Re: Rental Real Estate Depreciation - Posted by John

Posted by John on February 12, 2006 at 17:23:51:

I am not a CPA but have the same situtation. The home had AC when you bought it, Correct. It went bad and as a result of a repair the unit was replaced, therefore it is expensed as a repair and not depreciated as an improvement. This info was given to me by my CPA, If incorrect, I would like to know because I would have to find a new CPA.

Re: Capitalize It - Posted by Warren Schumacher

Posted by Warren Schumacher on February 13, 2006 at 17:00:42:

Based on Jimmy’s respone, when filling out Schedule E for the next seven years, I have to add 1/7 of the cost of the AC Unit to the annual depreciation cost of the dwelling in order to cover the dwelling and the AC Unit.

Re: Rental Real Estate Depreciation - Posted by Frank Chin

Posted by Frank Chin on February 13, 2006 at 09:29:43:

John:

The CPA and us agreed to EXPENSE items below $600.00, but capitalize and depreciate items above that amount, for replacement. Apparently, there is a dividing line between ordinary expenses and capitalization, and I was told its generally around $500.00, though we made it $600.00 as we were tired of keeping track of “hot water tanks”.

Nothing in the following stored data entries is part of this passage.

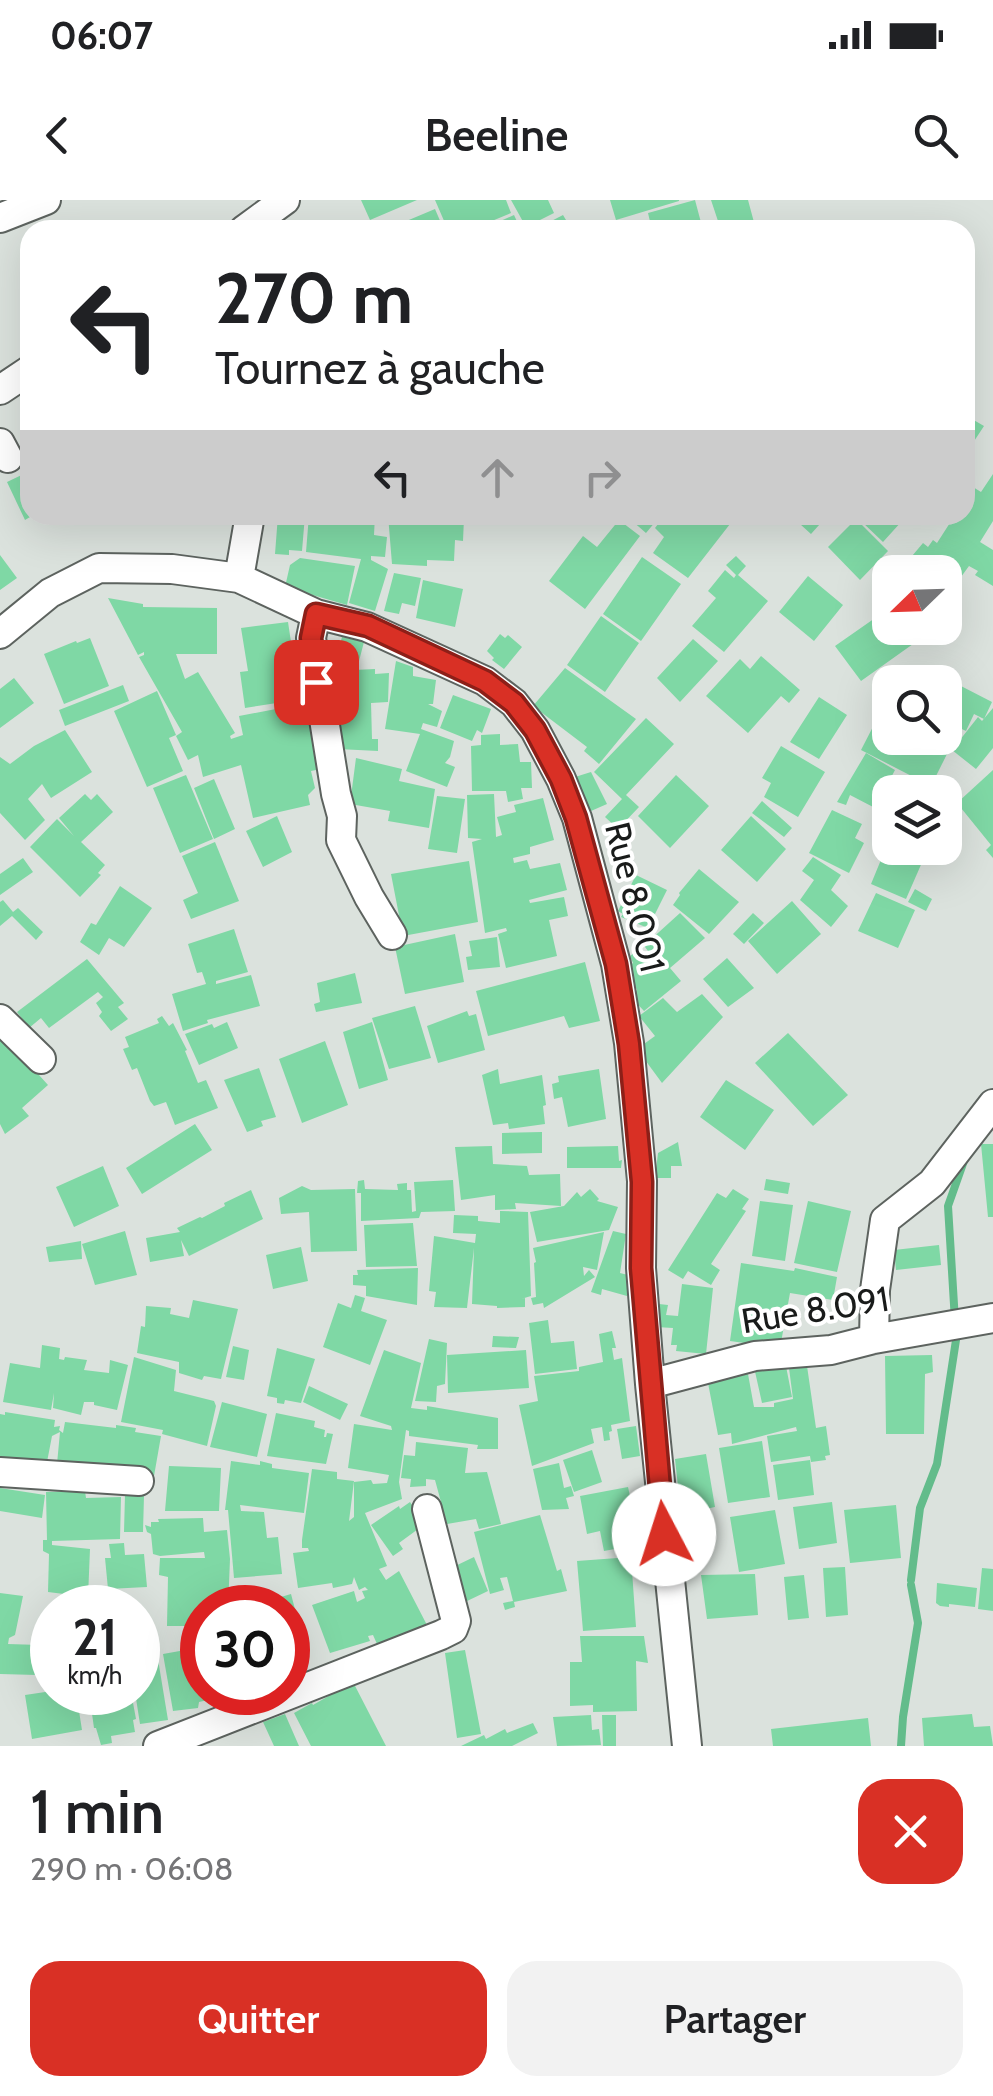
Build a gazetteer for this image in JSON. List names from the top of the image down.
{
  "streets": {
    "street": ["Rue 8.001", "Rue 8.091"]
  },
  "crossings": [
    ["Rue 8.001", "Rue 8.091"]
  ],
  "north": "bottom left",
  "page": {
    "status": "06:07",
    "header": "Beeline",
    "turn": ["270 m", "Tournez à gauche"],
    "speed": "21 km/h",
    "limit": "30",
    "heading": ["1 min", "290 m · 06:08"],
    "buttons": ["Quitter", "Partager"]
  }
}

We had some prior discussions on this board about this matter, and the IRS puts out a publication on depreciation, though the $500.00 threshold is not generally acknowledged.

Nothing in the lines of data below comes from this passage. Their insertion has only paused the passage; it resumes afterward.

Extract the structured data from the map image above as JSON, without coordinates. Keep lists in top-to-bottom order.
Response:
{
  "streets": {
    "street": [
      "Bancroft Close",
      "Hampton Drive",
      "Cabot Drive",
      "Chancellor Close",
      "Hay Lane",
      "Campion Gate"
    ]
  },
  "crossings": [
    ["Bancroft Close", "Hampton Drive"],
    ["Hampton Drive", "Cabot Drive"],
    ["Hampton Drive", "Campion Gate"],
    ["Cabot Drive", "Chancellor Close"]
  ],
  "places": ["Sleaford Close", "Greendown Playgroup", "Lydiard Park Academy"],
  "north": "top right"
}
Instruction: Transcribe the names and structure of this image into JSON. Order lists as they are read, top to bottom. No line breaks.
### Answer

We replaced furnaces and central AC units on properties we acquired years ago, and we depreciate them. It does not matter if it was too expensive to repair, or a bad repair job ruined it.

Frank Chin

Use Turbo Tax - Posted by Jimmy

Posted by Jimmy on February 13, 2006 at 19:45:17:

I assume from your post that you prepare your own return.

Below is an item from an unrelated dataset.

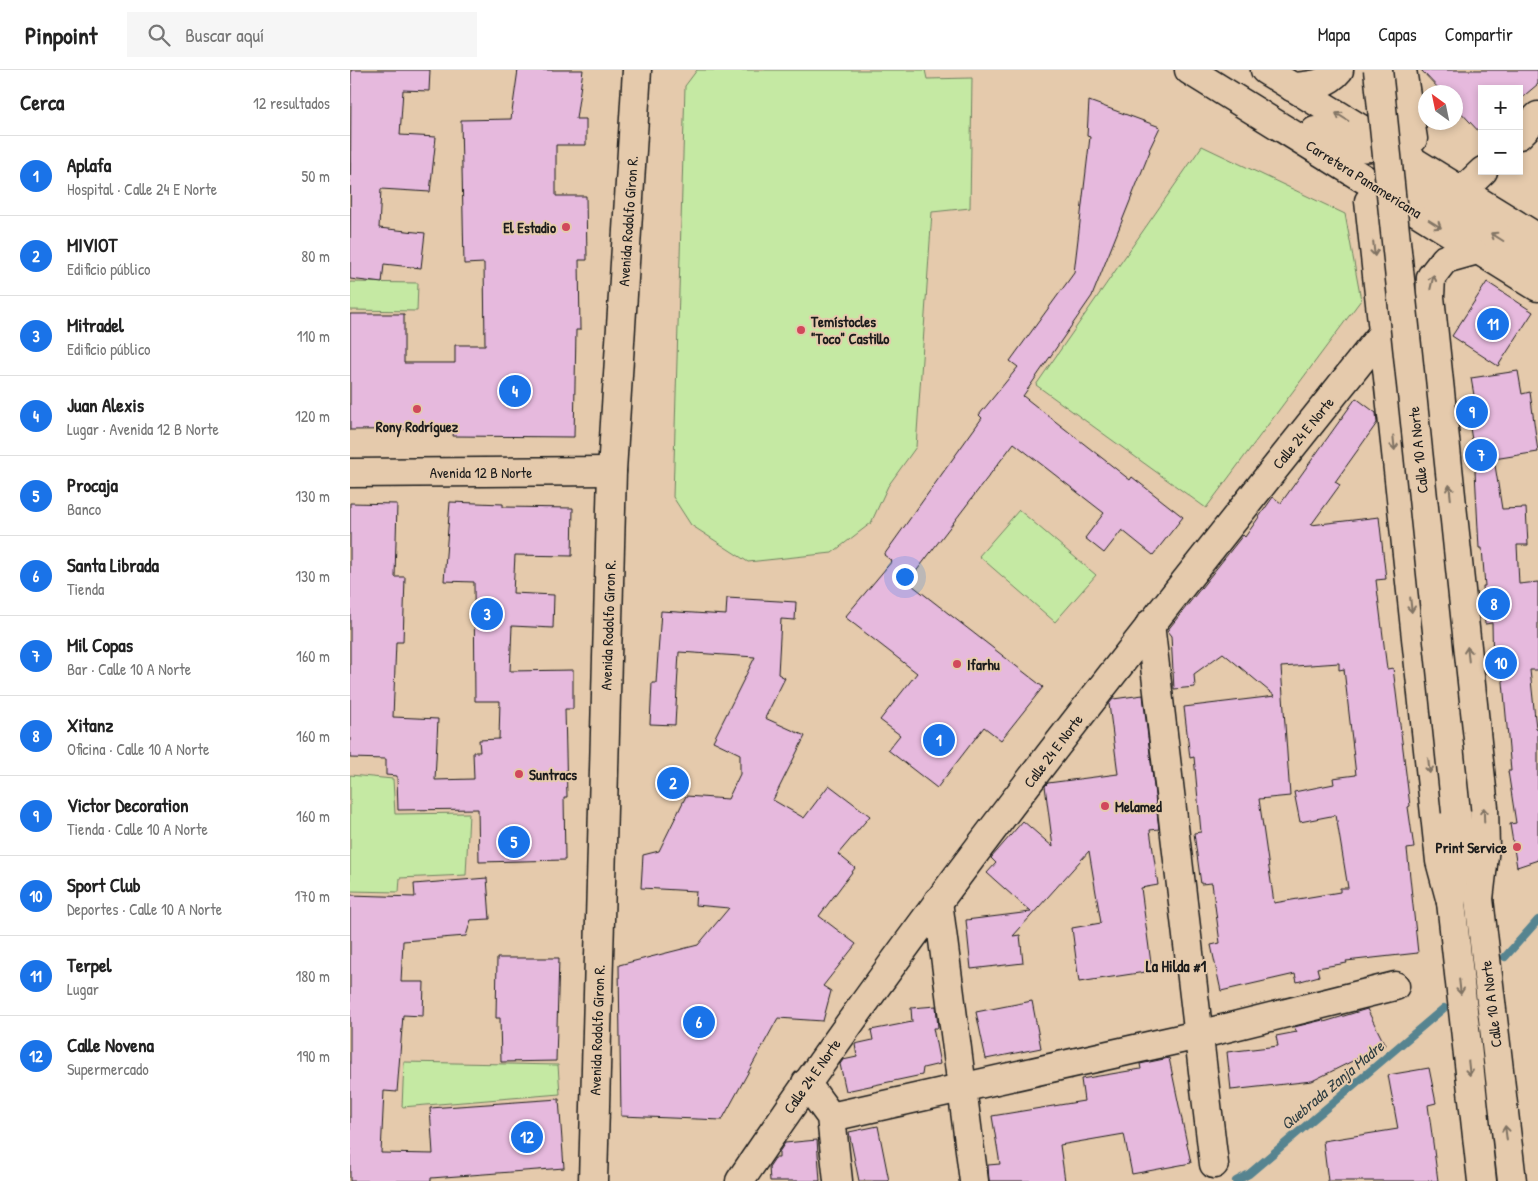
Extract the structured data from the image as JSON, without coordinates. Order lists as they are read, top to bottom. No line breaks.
{"streets":{"main road":["Carretera Panamericana","Avenida Rodolfo Giron R.","Calle 24 E Norte","Calle 10 A Norte","Avenida 12 B Norte"]},"crossings":[["Avenida Rodolfo Giron R.","Avenida 12 B Norte"]],"districts":["La Hilda #1"],"water":["Quebrada Zanja Madre"],"places":["El Estadio","Temístocles \"Toco\" Castillo","Rony Rodríguez","Ifarhu","Suntracs","Melamed","Print Service"],"north":"top left","page":{"header":"Pinpoint","search":"Buscar aquí","nav":["Mapa","Capas","Compartir"],"heading":["Cerca","12 resultados"],"map_buttons":["+","−"],"list":[{"mark":"1","name":"Aplafa","note":"Hospital · Calle 24 E Norte","value":"50 m"},{"mark":"2","name":"MIVIOT","note":"Edificio público","value":"80 m"},{"mark":"3","name":"Mitradel","note":"Edificio público","value":"110 m"},{"mark":"4","name":"Juan Alexis","note":"Lugar · Avenida 12 B Norte","value":"120 m"},{"mark":"5","name":"Procaja","note":"Banco","value":"130 m"},{"mark":"6","name":"Santa Librada","note":"Tienda","value":"130 m"},{"mark":"7","name":"Mil Copas","note":"Bar · Calle 10 A Norte","value":"160 m"},{"mark":"8","name":"Xitanz","note":"Oficina · Calle 10 A Norte","value":"160 m"},{"mark":"9","name":"Victor Decoration","note":"Tienda · Calle 10 A Norte","value":"160 m"},{"mark":"10","name":"Sport Club","note":"Deportes · Calle 10 A Norte","value":"170 m"},{"mark":"11","name":"Terpel","note":"Lugar","value":"180 m"},{"mark":"12","name":"Calle Novena","note":"Supermercado","value":"190 m"}],"pins":["11","4","9","7","8","3","10","1","2","5","6","12"]}}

if you use Turbo Tax, you enter the depreciation info in year 1. when you prepare year 2, there is a carry over function, which brings forward all the depreciation stuff. no extra work on subsequent years.

and you do not add the cost of the AC to the building. they are 2 separate assets, depreciated on 2 separate time periods.

if this is too much for you to keep straight, think about hiring a tax preparer. They will know how to handle it. as your portfolio of properties grows from 1 to 5 to 40, the accounting responsibilities will blow your mind if you are not super-organized and computerized.

I use Quicken for my accounting. Every dime I spend is categorized as a capital expenditure or an expensible item, and directly linked to the property that generated it (I have 38 different properties). My tax return is an inch think. if I had to hard enter the depreciation each year, I would go insane. But I don’t. I only have to hard enter the new acquisitions and new capital expensitures. All the old stuff carrys over automatically.

Re: Use Turbo Tax - Posted by Bob Smith

Posted by Bob Smith on February 16, 2006 at 17:47:18:

It’s just weird that Intuit requires you keep your depreciation in the tax program rather than in your books. It requires you to enter assets twice (once in QB once in TT) which is time-consuming and error prone.